The 2008 is a little bit bigger than the 208 on which it is based. The boot, for example, is 360 litres in capacity, which makes it 75 litres bigger than its smaller sibling. What’s more, rear seat space is better for two adults. There are also pockets in both rear doors and map storage in the backs of the front seats. However, rivals such as the Renault Captur offer greater flexibility with sliding rear seats that either improve knee space or boot space, , the Captur’s load capacity is greater than the 2008’s before you slide the seats forward.
The 2008’s front-seat occupants have less room to play with, especially on cars fitted with a panoramic glass roof. It robs quite a lot of headroom, which could be a problem for taller drivers. The glovebox is very small and is only really large enough for the car’s instruction manual. Shoulder room isn’t great up front either and there’s no armrest. Instead, you get a cubbyhole with a roller cover. It’s a good space for putting keys, chargers and even some more valuable items such as your wallet and phone. Although we’d still recommend you take them with you after you have parked up since there isn’t a lock on this space.
Engine-wise, the 1.2-litre three-cylinder petrol is available in 81, 108 or 129bhp guises. There is also a 1.6-litre diesel with either 91 or 113bhp (the facelift in 2017 introduced more powerful 99 and 118bhp versions of the same engine), an underpowered 69bhp 1.4 diesel and a thirsty 118bhp 1.6-litre petrol. Most models come equipped with a five-speed manual, with six-speed units reserved for the more powerful engines. An unpopular automated manual gearbox served as the only automatic option, until a six-speed auto came along with the facelift, though even this is a little on the jerky side.
Peugeot doesn’t offer a four-wheel-drive version of the Peugeot 2008, but it does offer something called Grip Control. Thus equipped, the 2008 will have a rotary dial by the gearlever with five pre-set driving modes: standard, mud, snow, sand and ESP (electronic stability program) off. An electronic differential works in conjunction with the existing electronic safety aids in the car to monitor what the vehicle is doing and the driver’s inputs, and distribute the engine’s power according to whichever driving mode has been selected. On the outside, Grip Control-equipped 2008s will be fitted with mud and snow rated tyres, which help maintain grip levels in slippery situations. Don’t imagine the system is a proper substitute for four-wheel drive, though; it isn’t.
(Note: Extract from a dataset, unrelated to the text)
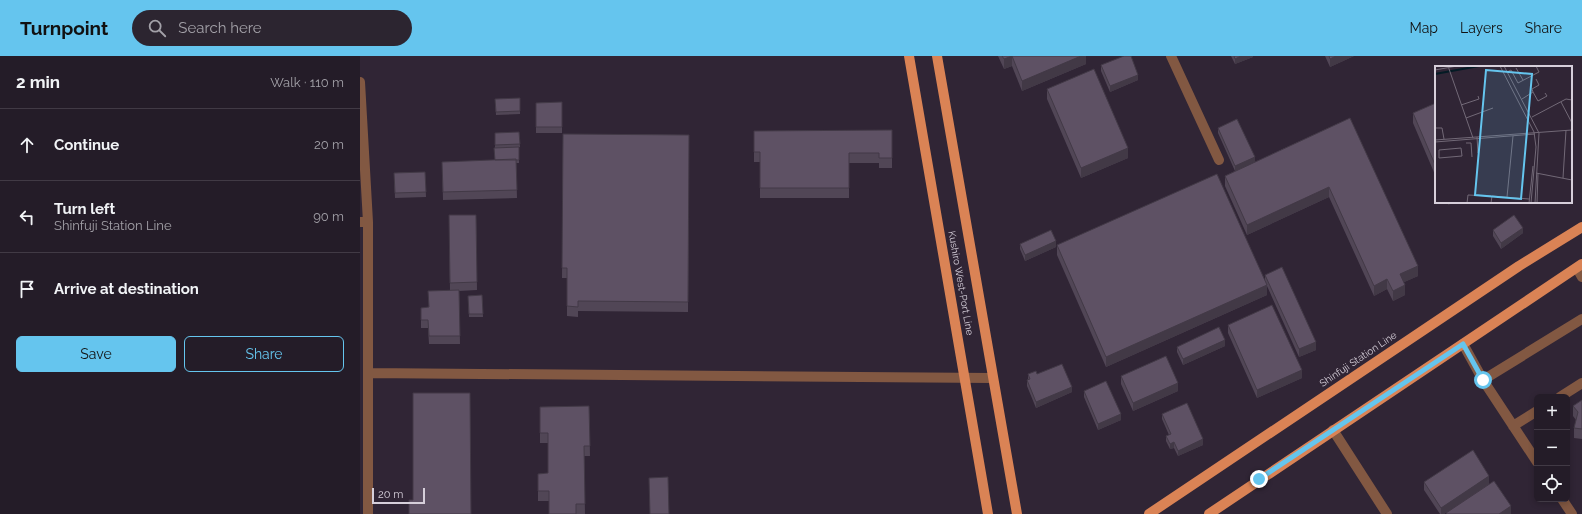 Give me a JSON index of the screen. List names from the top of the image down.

The Peugeot 2008 is a practical car if you need something supermini-sized but want a bit more ride height, but it doesn’t drive particularly well – the ride is crashy and transmits most of that initial shock through the cabin, instead of absorbing it. Handling-wise, the steering is overly light too, which might be good in town but gives you very little idea what is going on with the front wheels when on faster roads. Combined with the smaller steering wheel, it also means you might apply too much lock to begin with, which can exacerbate body roll.